Building a Blimp

Building an Indoor finned Blimp

This type of blimp has four flapping fins driven by servos, which combine to provide X, Y, Z and Yaw control, while pendulum stability keeps roll and pitch close to zero.

These instructions are specifically for building a ~50cm diameter spherical blimp, although the sizes of parts can be adapted to build bigger blimps of the same type. This size of balloon will give about 50g of lift (excluding the lift required to lift the envelope itself).


  1. Autopilot. This is the most complex part to find due to the very specific limitations. Due to the very low weight limit, none of the usual high-end autopilots are suitable, as they are much too heavy. The most suitable autopilots are the single-pcb type, such as the Matek F405-STD, which has had extensive testing with Blimp. It includes a microSD card slot and has good rc input and pwm outputs, which make it highly convenient, especially for development, but it still weighs 9 grams. Using a autopilot like this one which is designed to be powered from 5v rather than battery power is optimal, as autopilots that can be powered from battery usually require a minimum of 2S or 3S voltage, and the only servos small enough for this application can only run from 5v or less. There are some other autopilots available which weigh closer to 2-3 grams which would allow for more payload, although they generally have a dataflash chip instead of a microSD card slot (among other things) which is less convenient. This page gives some further information on what to consider in an ArduPilot autopilot.

  2. Envelope to be filled with helium.

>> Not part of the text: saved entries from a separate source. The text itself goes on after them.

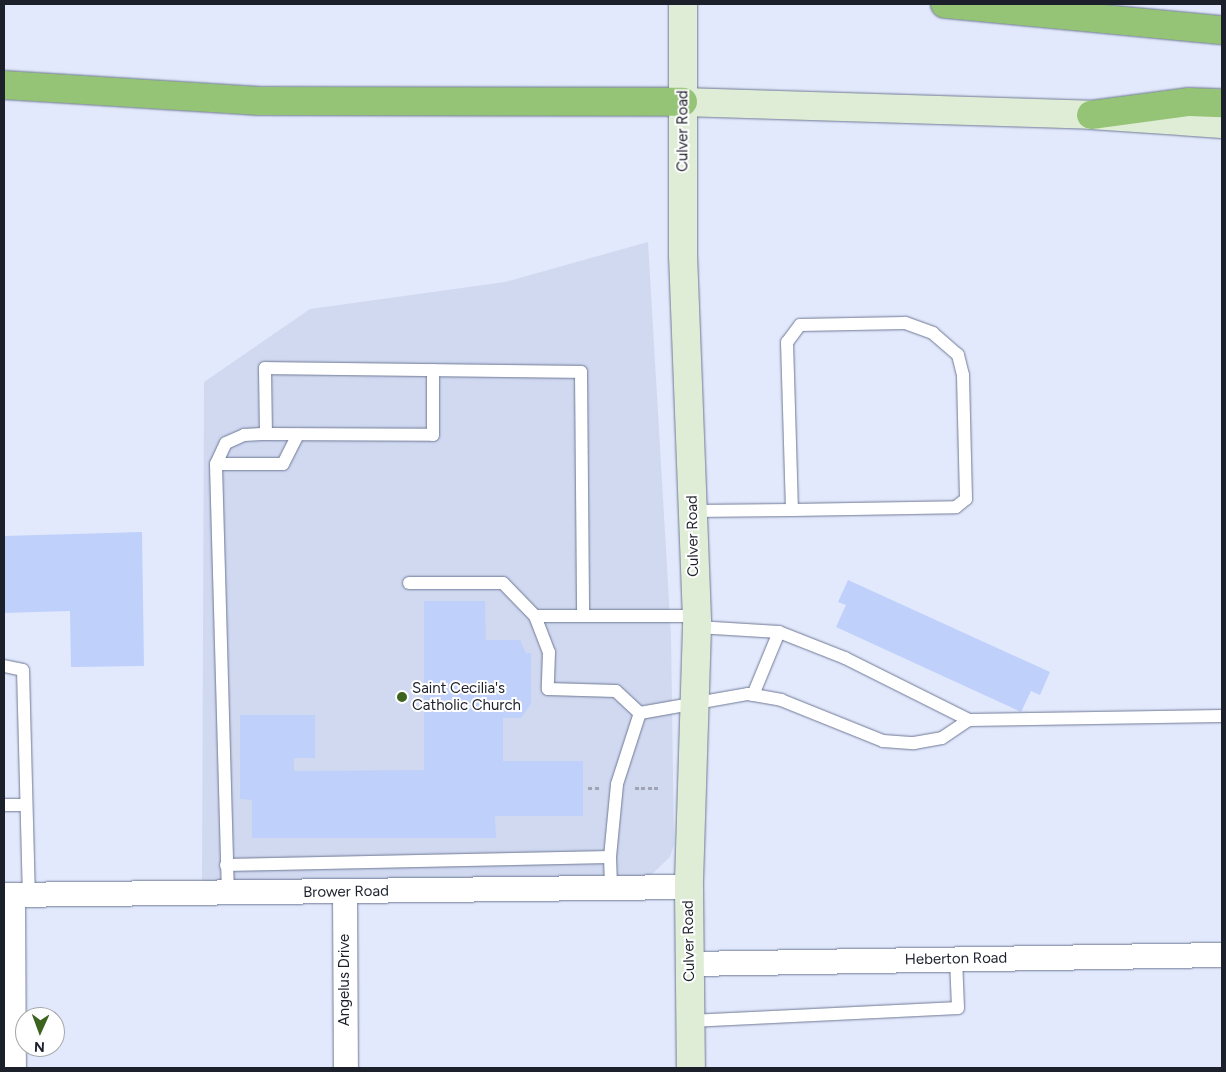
<!DOCTYPE html>
<html>
<head>
<meta charset="utf-8">
<style>
  body { margin:0 }
  #map { position:relative; width:1226px; height:1072px; overflow:hidden; background:#e2e9fc; font-family:Figtree,sans-serif }
  div>[style] { position:absolute }
  [style*='--x'] { left:calc(var(--x)*1px); top:calc(var(--y)*1px); width:calc(var(--w)*1px); rotate:calc(var(--a)*1deg) }
  .built>* { inset:0; background:#d0d9f0 }
  .building>* { inset:0; background:#bfd0fb }
  .path>* { height:3px; margin-top:-1.5px; transform-origin:0; background:repeating-linear-gradient(90deg,#9ea4b4 0 4px,transparent 0 6.5px) }
  .roads { filter:drop-shadow(0 0 1px #6f7995) drop-shadow(0 0 1px #6f7995) }
  .service>* { height:12px; margin:-6px; padding:0 6px; transform-origin:6px; border-radius:6px; background:#fff }
  .minor>* { height:24px; margin:-12px; padding:0 12px; transform-origin:12px; border-radius:12px; background:#fff }
  .secondary>* { height:28px; margin:-14px; padding:0 14px; transform-origin:14px; border-radius:14px; background:#dfedd6 }
  .motorway>* { height:28px; margin:-14px; padding:0 14px; transform-origin:14px; border-radius:14px; background:#95c476 }
  .dots>* { width:14px; height:14px; translate:-50% -50%; box-sizing:border-box; border:2px solid #fff; border-radius:50% }
  span { translate:-50% -50%; white-space:nowrap; text-align:center; line-height:1.15; -webkit-text-stroke:4px #fff; paint-order:stroke }
  .street-label { font-size:15px; color:#1c202b }
  .poi-label { font-size:15px; color:#1c202b }
  .left { translate:0 -50%; text-align:left }
  .frame { position:absolute; inset:0; border:5px solid #1c202b; pointer-events:none }
  .north { position:absolute; left:15px; top:1007px; width:50px; height:50px; box-sizing:border-box; background:#fff; border:1px solid #a4a6aa; border-radius:50%; rotate:182deg; font-size:14px; font-weight:700; line-height:20px; text-align:center; color:#1c202b }
  .north::after { content:''; display:block; margin:auto; width:18px; height:22px; background:#3d641f; clip-path:polygon(50% 0,100% 100%,50% 72%,0 100%) }
</style>
</head>
<body>
<div id="map">
  <div class="built">
    <div style="clip-path:polygon(648px 242px,671px 635px,674px 845px,670px 857px,651px 875px,637px 878px,202px 883px,204px 382px,310px 309px,505px 282px)"></div>
  </div>
  <div class="building">
    <div style="clip-path:polygon(142px 532px,144px 666px,71px 667px,70px 611px,4px 613px,4px 536px)"></div>
    <div style="clip-path:polygon(848px 580px,1050px 672px,1040px 695px,1031px 691px,1021px 712px,836px 627px,846px 605px,838px 602px)"></div>
    <div style="clip-path:polygon(424px 601px,485px 601px,486px 640px,520px 640px,526px 653px,531px 653px,531px 704px,521px 718px,503px 718px,503px 761px,583px 761px,583px 816px,495px 816px,496px 838px,252px 838px,252px 800px,240px 799px,240px 715px,315px 715px,315px 758px,294px 758px,294px 771px,424px 770px)"></div>
  </div>
  <div class="path">
    <div style="--x:588;--y:788;--w:11;--a:0"></div>
    <div style="--x:635;--y:788;--w:25;--a:0"></div>
  </div>
  <div class="roads">
    <div class="service">
      <div style="--x:266;--y:434;--w:167;--a:0.3"></div>
      <div style="--x:433;--y:435;--w:65;--a:-90"></div>
      <div style="--x:216;--y:464;--w:67;--a:0"></div>
      <div style="--x:283;--y:464;--w:33;--a:-63"></div>
      <div style="--x:693;--y:511;--w:99;--a:-0.6"></div>
      <div style="--x:792;--y:510;--w:164;--a:-1"></div>
      <div style="--x:956;--y:507;--w:13;--a:-39"></div>
      <div style="--x:966;--y:499;--w:124;--a:-91.4"></div>
      <div style="--x:963;--y:375;--w:21;--a:-104"></div>
      <div style="--x:958;--y:355;--w:33;--a:-139"></div>
      <div style="--x:933;--y:333;--w:30;--a:-160"></div>
      <div style="--x:905;--y:323;--w:105;--a:178.9"></div>
      <div style="--x:800;--y:325;--w:21;--a:127"></div>
      <div style="--x:787;--y:342;--w:168;--a:88.3"></div>
      <div style="--x:409;--y:583;--w:94;--a:0"></div>
      <div style="--x:503;--y:583;--w:46;--a:45.9"></div>
      <div style="--x:535;--y:616;--w:39;--a:69"></div>
      <div style="--x:549;--y:652;--w:37;--a:92"></div>
      <div style="--x:548;--y:689;--w:68;--a:1.7"></div>
      <div style="--x:616;--y:691;--w:33;--a:43"></div>
      <div style="--x:535;--y:616;--w:159;--a:0"></div>
      <div style="--x:697;--y:627;--w:82;--a:3.5"></div>
      <div style="--x:779;--y:632;--w:71;--a:21.5"></div>
      <div style="--x:845;--y:658;--w:139;--a:26.6"></div>
      <div style="--x:969;--y:720;--w:253;--a:-0.9"></div>
      <div style="--x:4;--y:666;--w:19;--a:12"></div>
      <div style="--x:23;--y:670;--w:225;--a:88.5"></div>
      <div style="--x:753;--y:695;--w:68;--a:-67.6"></div>
      <div style="--x:640;--y:713;--w:110;--a:-10"></div>
      <div style="--x:748;--y:694;--w:34;--a:10"></div>
      <div style="--x:781;--y:700;--w:110;--a:21.9"></div>
      <div style="--x:883;--y:741;--w:31;--a:4"></div>
      <div style="--x:914;--y:743;--w:28;--a:-10"></div>
      <div style="--x:942;--y:738;--w:32;--a:-34"></div>
      <div style="--x:4;--y:805;--w:22;--a:0"></div>
      <div style="--x:610;--y:857;--w:73;--a:-84.5"></div>
      <div style="--x:617;--y:784;--w:75;--a:-72.1"></div>
      <div style="--x:226;--y:865;--w:384;--a:-1.2"></div>
      <div style="--x:610;--y:857;--w:32;--a:88"></div>
      <div style="--x:228;--y:895;--w:431;--a:-91.6"></div>
      <div style="--x:216;--y:464;--w:23;--a:-65"></div>
      <div style="--x:226;--y:443;--w:20;--a:-24"></div>
      <div style="--x:244;--y:435;--w:22;--a:-3"></div>
      <div style="--x:266;--y:434;--w:66;--a:-90.9"></div>
      <div style="--x:265;--y:368;--w:316;--a:0.7"></div>
      <div style="--x:581;--y:372;--w:241;--a:89.5"></div>
      <div style="--x:691;--y:1021;--w:267;--a:-2.8"></div>
      <div style="--x:958;--y:1008;--w:49;--a:-92.3"></div>
    </div>
    <div class="minor">
      <div style="--x:345;--y:891;--w:177;--a:89.7"></div>
      <div style="--x:4;--y:895;--w:685;--a:-0.67"></div>
      <div style="--x:13;--y:895;--w:173;--a:89.7"></div>
      <div style="--x:690;--y:964;--w:532;--a:-0.97"></div>
    </div>
    <div class="secondary">
      <div style="--x:683;--y:4;--w:251;--a:90"></div>
      <div style="--x:683;--y:255;--w:372;--a:87.8"></div>
      <div style="--x:697;--y:627;--w:260;--a:91.8"></div>
      <div style="--x:689;--y:887;--w:181;--a:89.4"></div>
      <div style="--x:683;--y:102;--w:408;--a:1.8"></div>
      <div style="--x:1091;--y:115;--w:131;--a:3.9"></div>
    </div>
    <div class="motorway">
      <div style="--x:945;--y:4;--w:278;--a:5.4"></div>
      <div style="--x:4;--y:85;--w:256;--a:3.6"></div>
      <div style="--x:259;--y:101;--w:424;--a:0.1"></div>
      <div style="--x:1091;--y:115;--w:99;--a:-7.6"></div>
      <div style="--x:1189;--y:102;--w:33;--a:2"></div>
    </div>
  </div>
  <div class="dots">
    <div style="left:402px;top:697px;background:#3d641f"></div>
  </div>
  <div class="street-label">
    <span style="left:683px;top:131px;rotate:-90deg">Culver Road</span>
    <span style="left:693px;top:536px;rotate:-91deg">Culver Road</span>
    <span style="left:346px;top:892px;rotate:-1deg">Brower Road</span>
    <span style="left:689px;top:941px;rotate:-91deg">Culver Road</span>
    <span style="left:956px;top:959px;rotate:-1deg">Heberton Road</span>
    <span style="left:345px;top:980px;rotate:-90deg">Angelus Drive</span>
  </div>
  <div class="poi-label">
    <span class="left" style="left:412px;top:697px">Saint Cecilia's<br>Catholic Church</span>
  </div>
  <div class="frame"></div>
  <div class="north">N</div>
</div>
</body>
</html>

The ~50 cm spherical foil party balloons work quite well for indoor use.

  3. Four servos. The 1.7g micro servos are suggested.

  4. Approx. 1-2mm thick sheets of balsa wood and plastic freezer bags for making the fins.

  5. Very thin wires.

  6. Battery. For this size of blimp, 150-300mAh 1S is generally most suitable.

  7. Telemetry module. Unfortunately, the usual SiK telemetry modules are too heavy for this case. The smallest versions of the ESP8266 modules, such as the ESP-01 or ESP-07 are most suitable.

  8. For RC control, again, finding a tiny RC receiver is necessary. The OrangeRx Nano DSM2/DSMX receiver is a great option as it only weighs 0.5 grams.

  9. A 5V Step-Up Voltage Regulator for powering the autopilot from 1S. In tests it was found that the autopilot could be powered from the battery directly, however it browned out at around 3.6v (i.e. rebooted repeatedly due to low voltage) which means you would not be able to use the full battery capacity if you do not use one of these.


The 5v step-up converter is added to allow the autopilot to run from a 1S battery. Its input comes from directly from the battery, and the output goes to the autopilot’s 5v pin.

If a MatekF405-STD autopilot is used, the RC receiver is powered from one of the 4.5v pins on the autopilot. Otherwise, any 5v pin on the board can be used. This is because the 4.5v pins are also powered when the autopilot is powered via USB, thus allowing setup and RC calibration without a battery connected. The receiver’s output is connected to the RX2 input of the autopilot.

The Wi-Fi module is powered directly from the battery. Its TX and RX pins are connected to the RX3 and TX3 pins on the autopilot.

The four servos are connected to four of the servo/motor outputs on the board, and are powered directly from the battery.

Building the Fins

  1. Cut 8 strips from the sheet of balsa wood, measuring 185 mm by 5 mm. Make sure to cut along the grain.

  2. Use super glue to glue the ends of two strips at 90 degrees to each other, forming a right-angled triangle.

  3. Repeat this with the other 6 strips.

  4. Cut triangles out of the plastic of the same size as the wood frames.

  5. Glue the plastic to the the wood frames. The hypotenuse edge will be left loose. Try to keep the plastic pulled flat while you glue, but without warping the wood frame.

  6. Glue the 90 deg attachment points to the corner of the triangle where you glued the two strips together.

See the photo below for an example:


Putting it all together

The servos need to be attached in a specific orientation in order for the flapping with offset to work correctly. These are as follows, orientation is looking directly at the servo and balloon from 90 degrees:

  • The front and back servos are oriented sideways so that the fin will flap up and down when the servo moves.

  • Front servo: output gear at the top left of the servo body.

  • Back servo: output gear at the top right of the servo body.

  • The left and right servos are oriented upright so that the fin will flap left to right when the servo moves.

  • Left servo: output gear at the top right of the servo body.

  • Right servo: output gear at the top left of the servo body.

See the photos below for the orientation of each servo:


Back fin servo


Front fin servo


Left fin servo


Right fin servo

Now the servo horns can be glued onto the fins to allow for attaching to the servos. Take care when gluing them so that there is enough clearance between the fin and the servo’s body to allow for its full range of motion. With the fins and servos in the photos, it was best to glue the servo horns such that when attached to the servo, the wood of the fin is on the side of the servo where the output gear is closer to the edge.